Directions: For the listing that follows, report how many lines contain the word "JSON", giving the number and no other text.

|---|

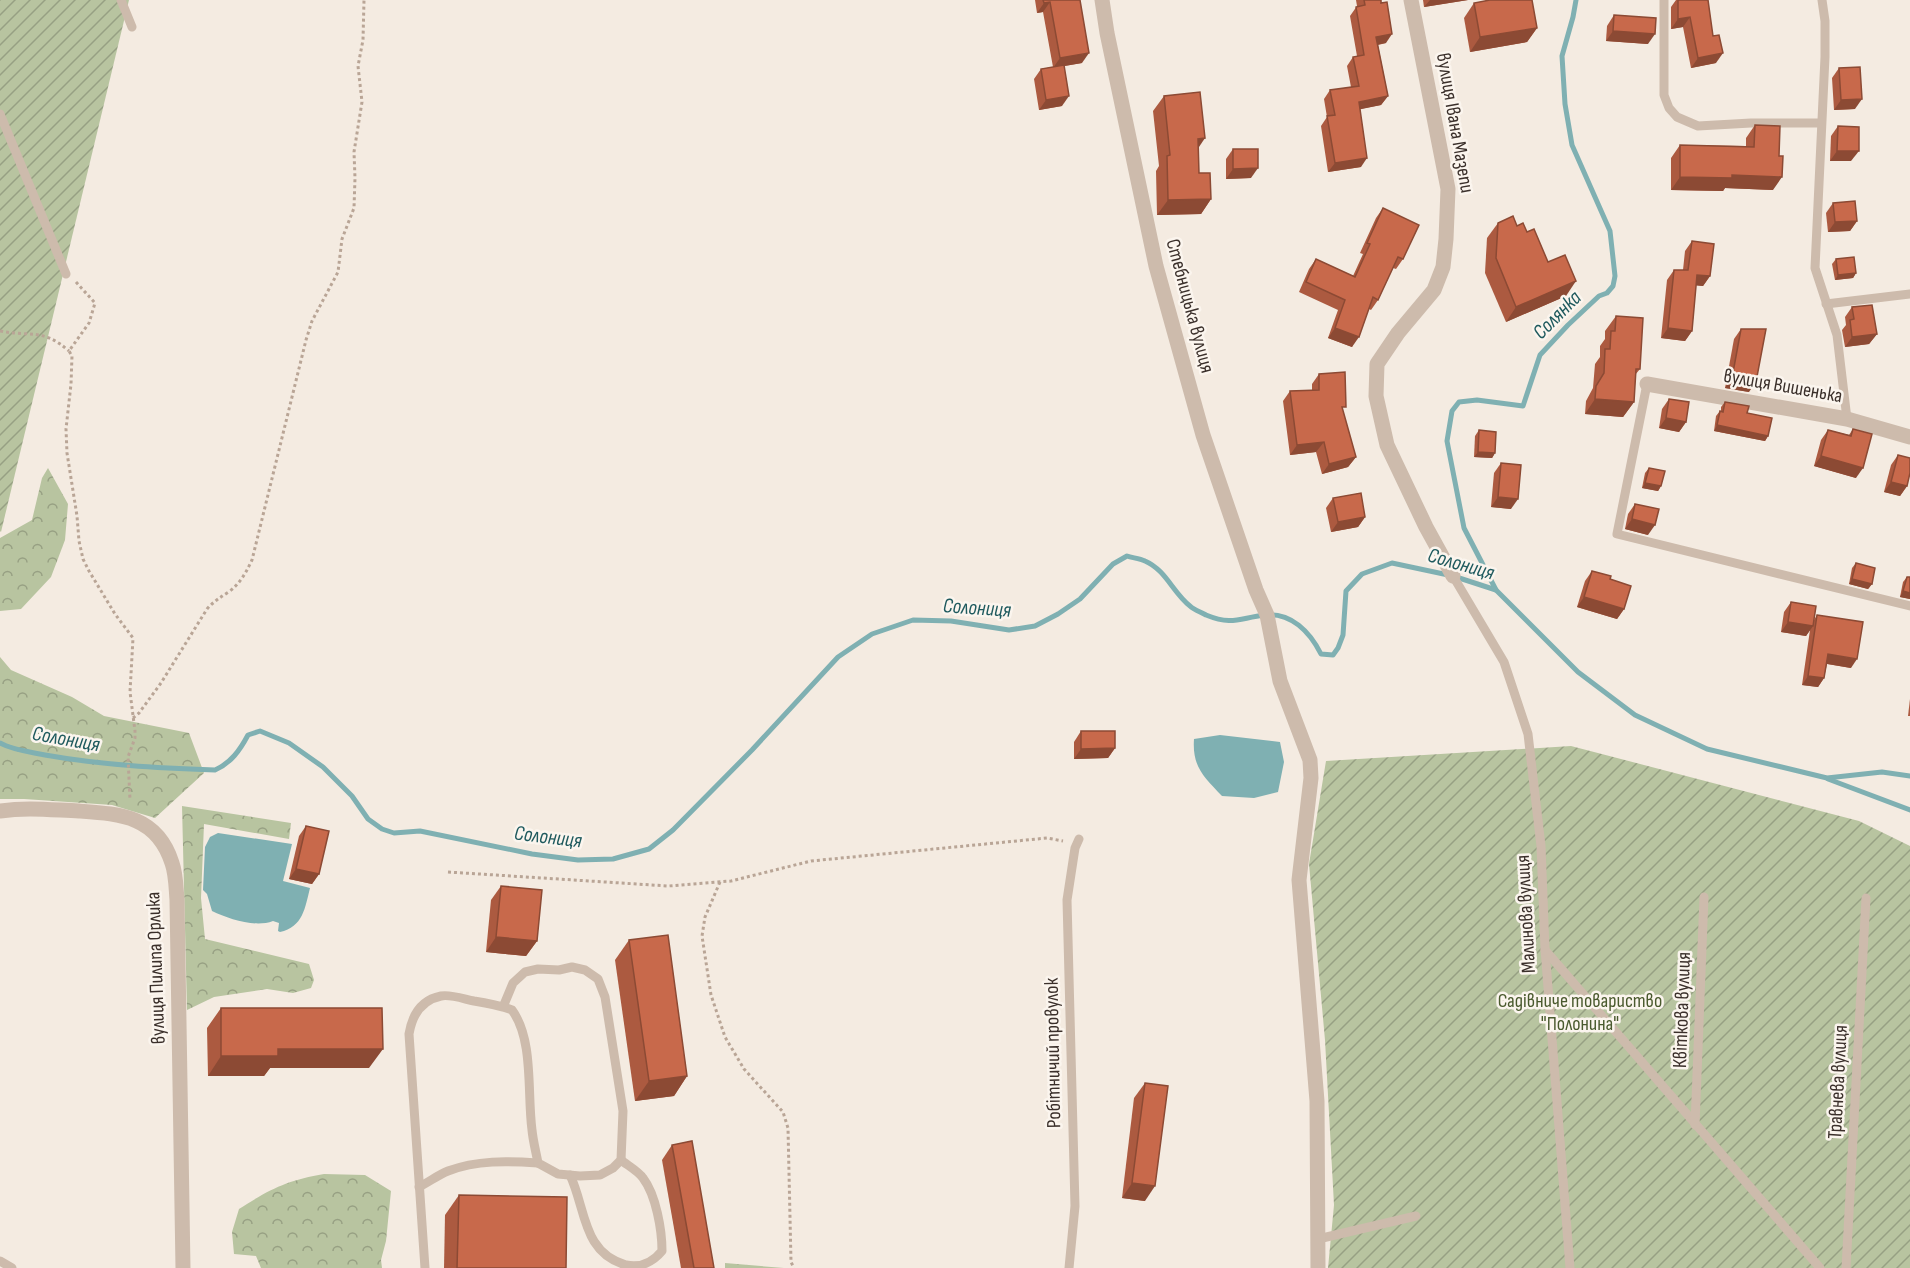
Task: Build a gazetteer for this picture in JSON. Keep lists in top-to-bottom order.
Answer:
{
  "streets": {
    "street": [
      "вулиця Івана Мазепи",
      "Стебницька вулиця",
      "вулиця Вишенька",
      "вулиця Пилипа Орлика"
    ],
    "lane": [
      "Малинова вулиця",
      "Квіткова вулиця",
      "Робітничий провулок",
      "Травнева вулиця"
    ]
  },
  "crossings": [
    ["вулиця Івана Мазепи", "Малинова вулиця"]
  ],
  "water": ["Солянка", "Солониця"],
  "parks": ["Садівниче товариство \"Полонина\""]
}
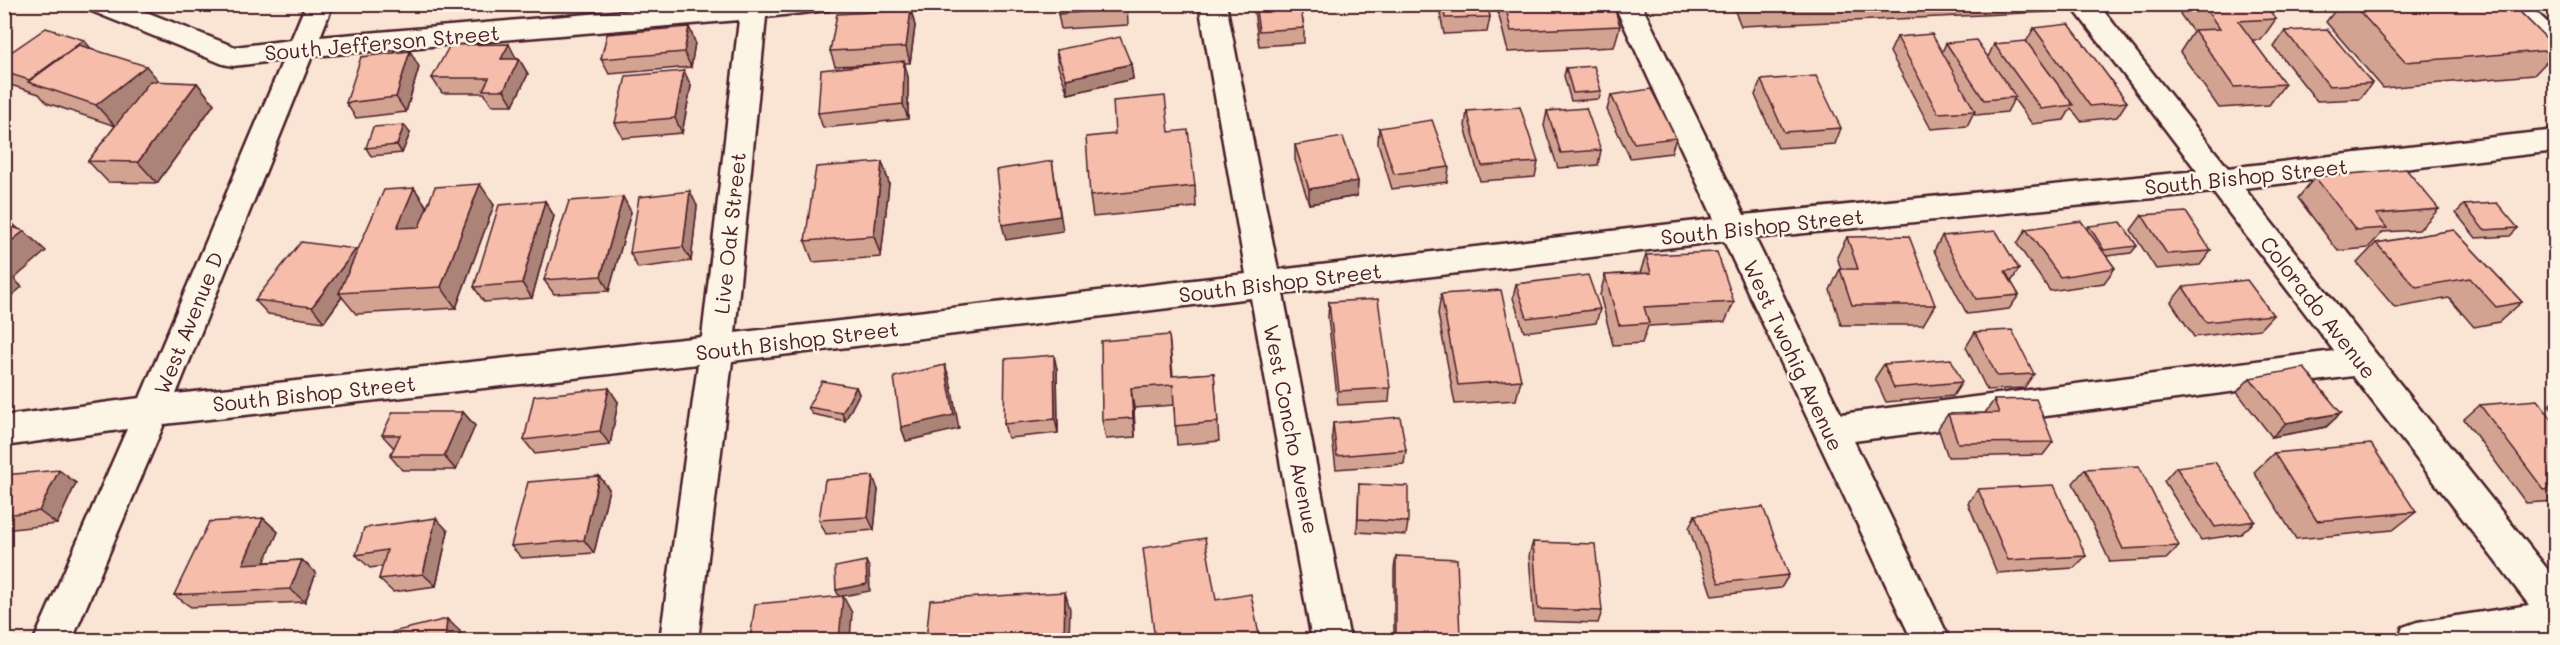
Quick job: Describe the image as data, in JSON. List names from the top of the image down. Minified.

|---|

Your response: 2